When identifying sector winners and, or potential losers, economists use different investment approaches. In any case, they may use indicators like momentum approaches, top-down strategies on selected macroeconomic indices, or bottom-up methods to understand sectors that are improving. Many cases, however, it is a business cycle analysis that is used to determine these parameters. And because the business cycle shows characteristics that directly affect sectors or industries in a different way, investors may want to look at the sectors that are taking in the current economic situation better. It is all about identifying opportunities when things are low and high for maximum benefit.
In a standalone business cycle that follows sector rotation, investors find it hard to implement since there is an existing difference in economic conditions affection individual processes within a period, echoed innovations and technologies that continually impact business models and financial input. There is a good reason one should understand business cycle dependency on sectors, which improves the creation of sector portfolios, more-so in the top-down approach. This means sectors need to be fully aware of what is happening around them so that they can make proper adjustments in time, and do whatever they need, to avoid market failures.
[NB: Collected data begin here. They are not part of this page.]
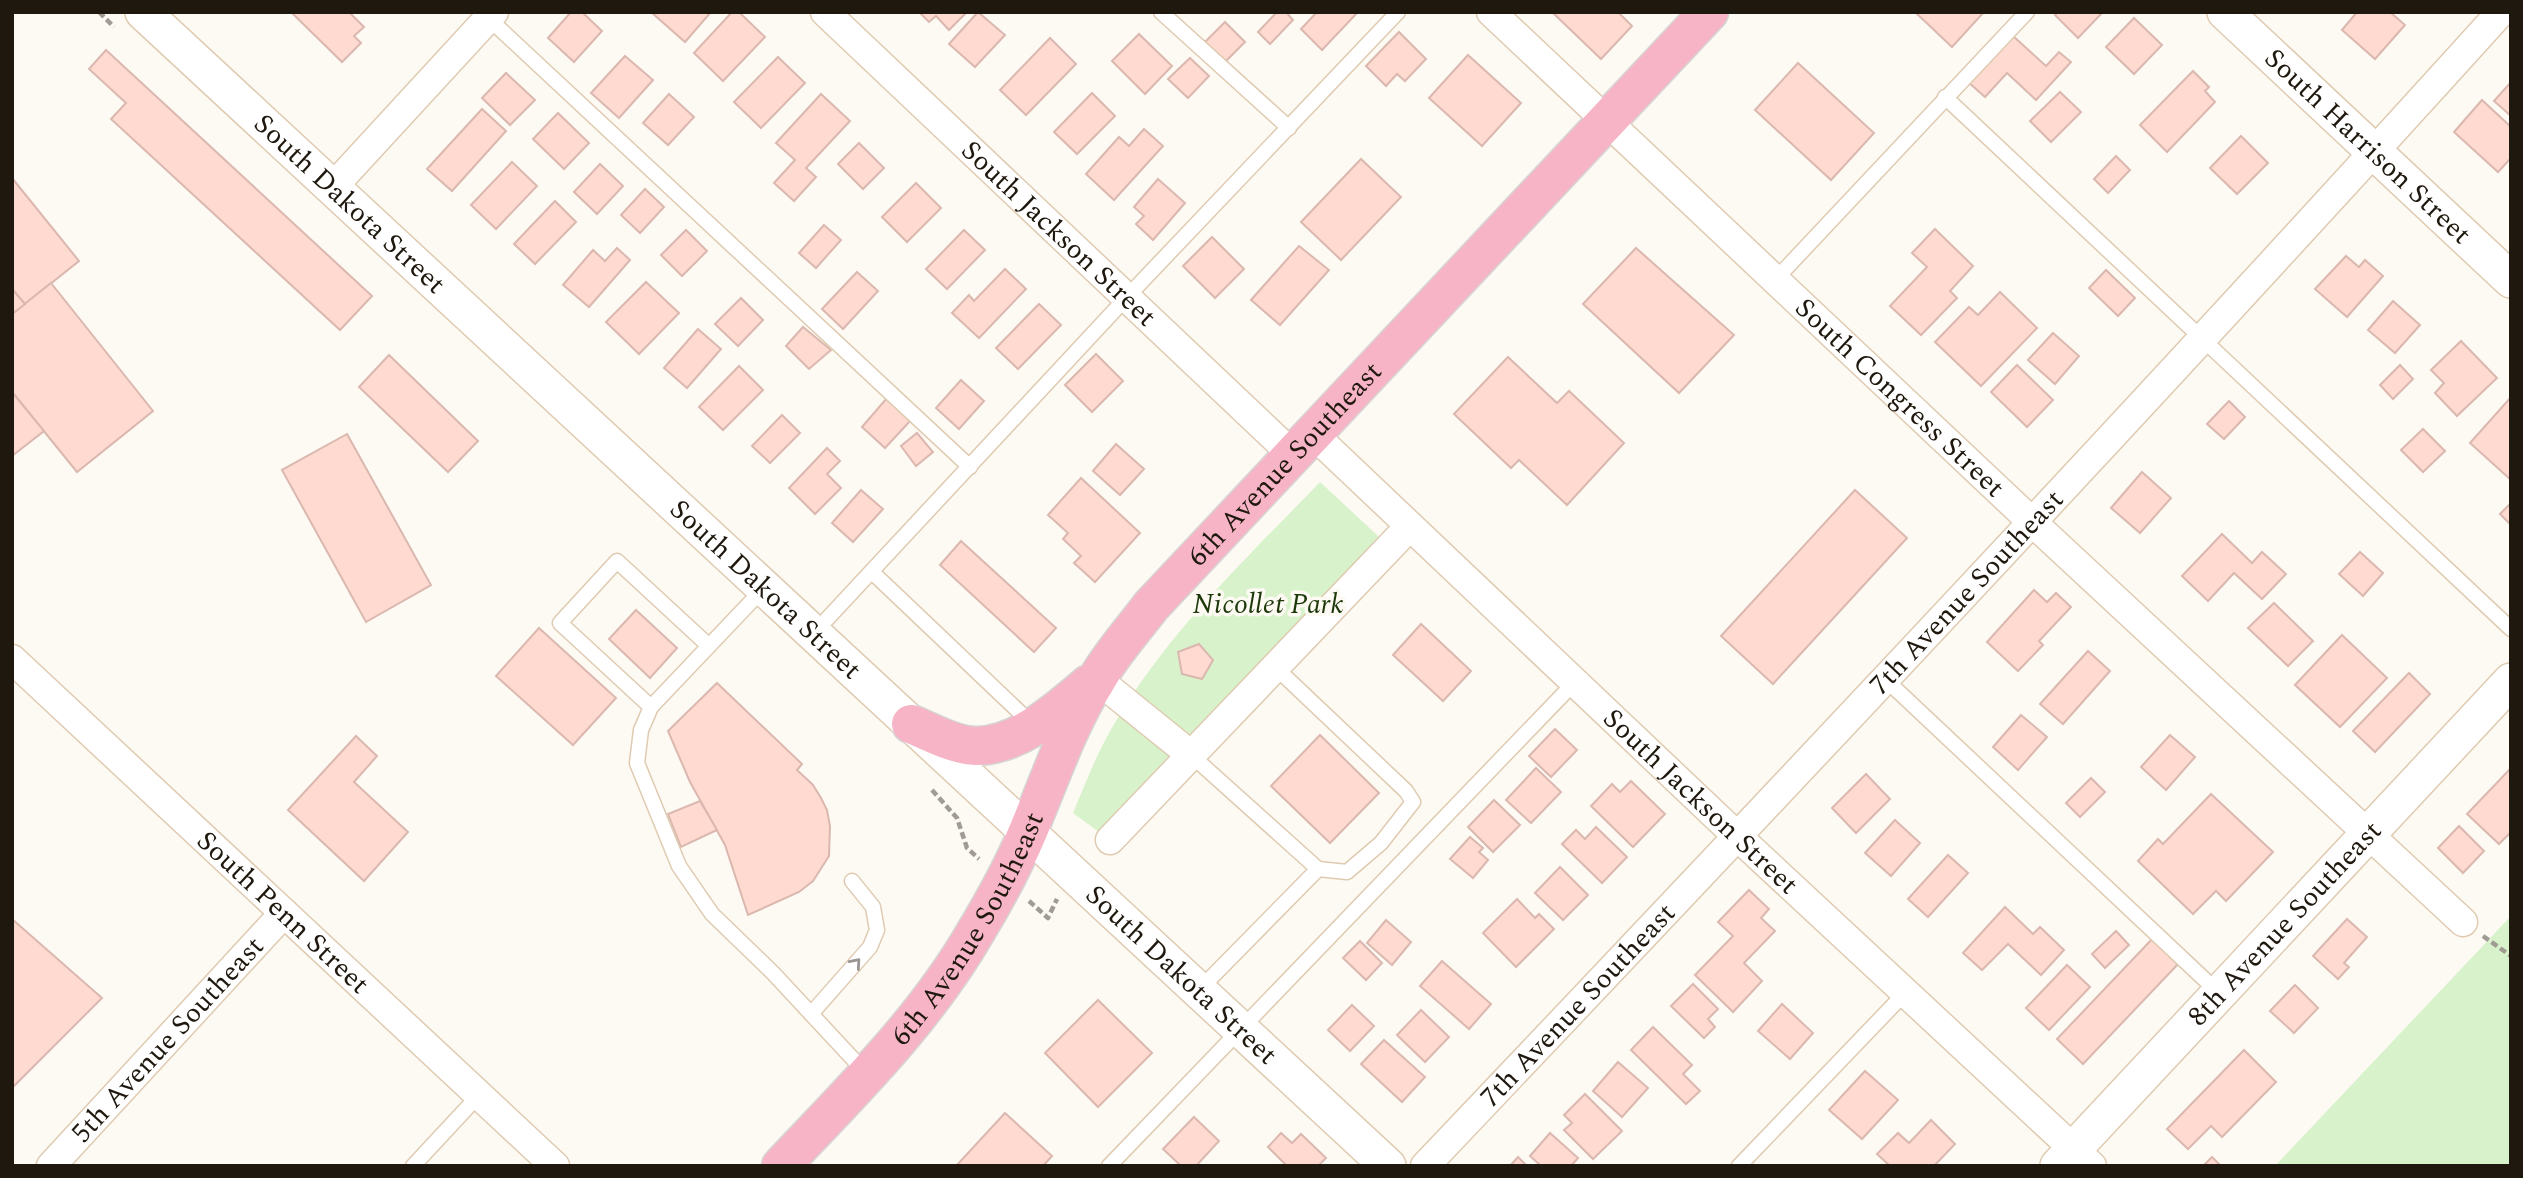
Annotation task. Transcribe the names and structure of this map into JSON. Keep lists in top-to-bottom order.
{
  "streets": {
    "highway": ["6th Avenue Southeast"],
    "street": [
      "South Harrison Street",
      "South Dakota Street",
      "South Jackson Street",
      "South Congress Street",
      "7th Avenue Southeast",
      "South Penn Street",
      "8th Avenue Southeast",
      "5th Avenue Southeast"
    ]
  },
  "crossings": [
    ["South Harrison Street", "7th Avenue Southeast"],
    ["South Dakota Street", "6th Avenue Southeast"],
    ["South Jackson Street", "6th Avenue Southeast"],
    ["South Jackson Street", "7th Avenue Southeast"],
    ["South Jackson Street", "8th Avenue Southeast"],
    ["South Congress Street", "6th Avenue Southeast"],
    ["South Congress Street", "7th Avenue Southeast"],
    ["South Congress Street", "8th Avenue Southeast"],
    ["South Penn Street", "5th Avenue Southeast"]
  ],
  "parks": ["Nicollet Park"]
}
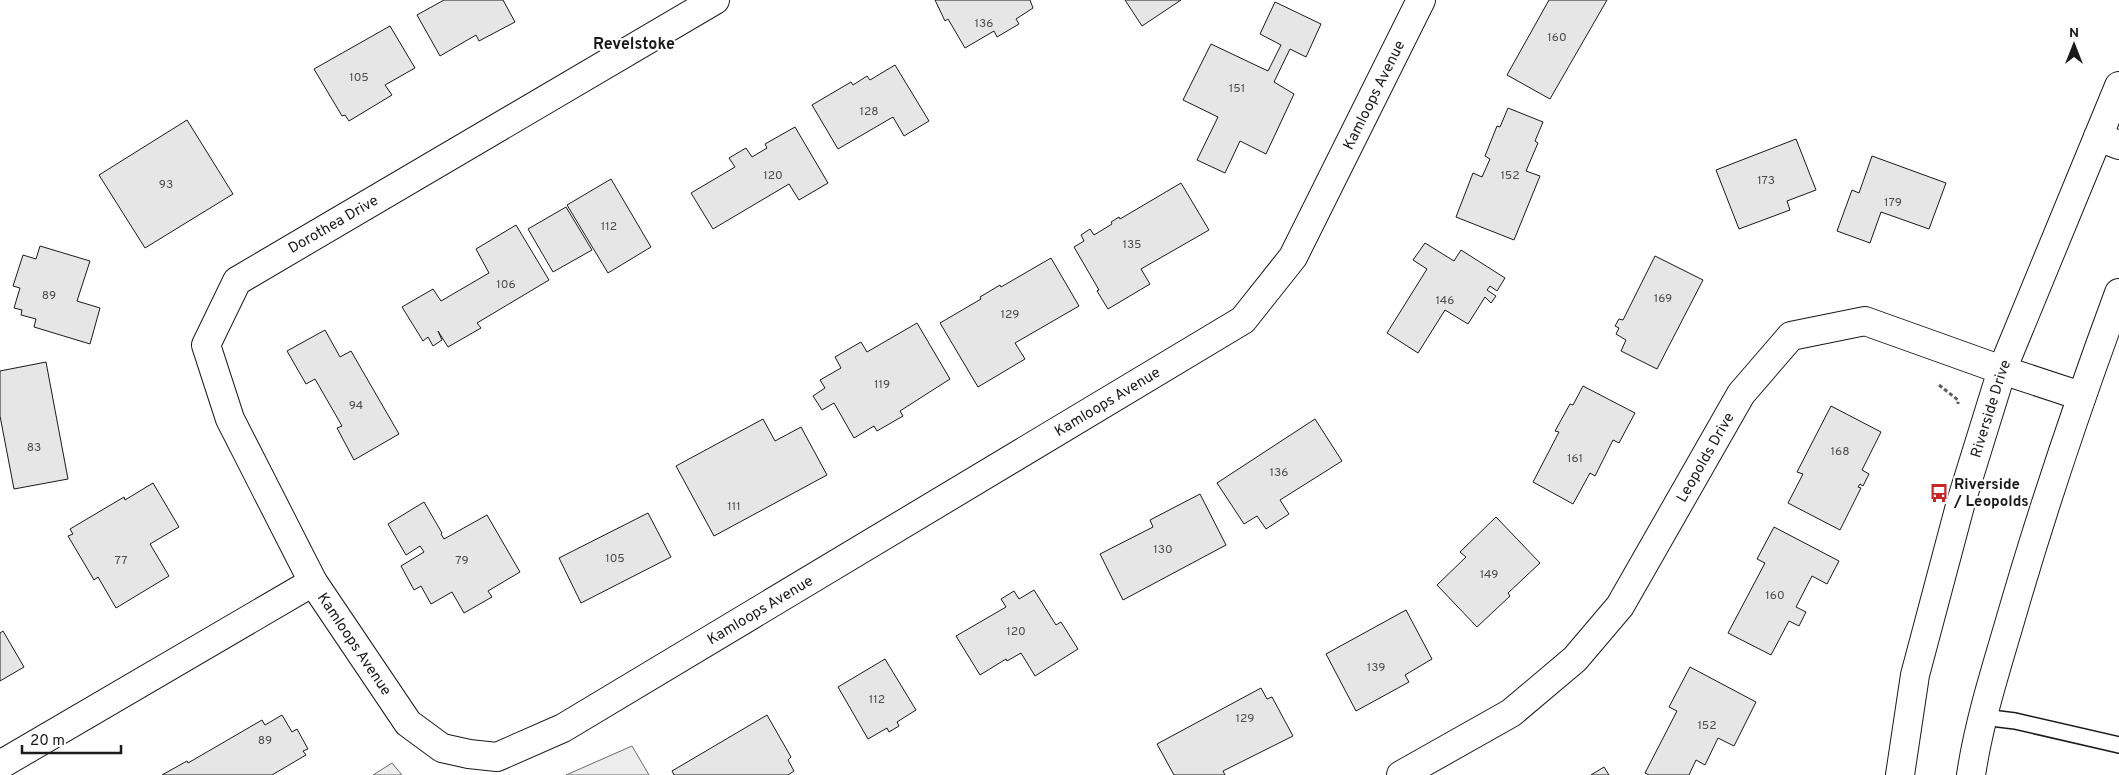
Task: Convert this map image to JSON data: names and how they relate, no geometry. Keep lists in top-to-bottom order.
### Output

When analyzing business cycles, especially within sectors, it is crucial to make a quantitative and systematic assessment looking at the performance of a specific sector/s over economic cycles. And for this, business analysts will need specific tools that let them make specific judgments, one which includes the Conference Board Leading Economic Indicator Index (LEI). This indicator helps to segregate business cycles and evaluated sector performance over many processes within a selected period, which can give a good sample size to understand performance in industry performance and persistency ins different rise-falls.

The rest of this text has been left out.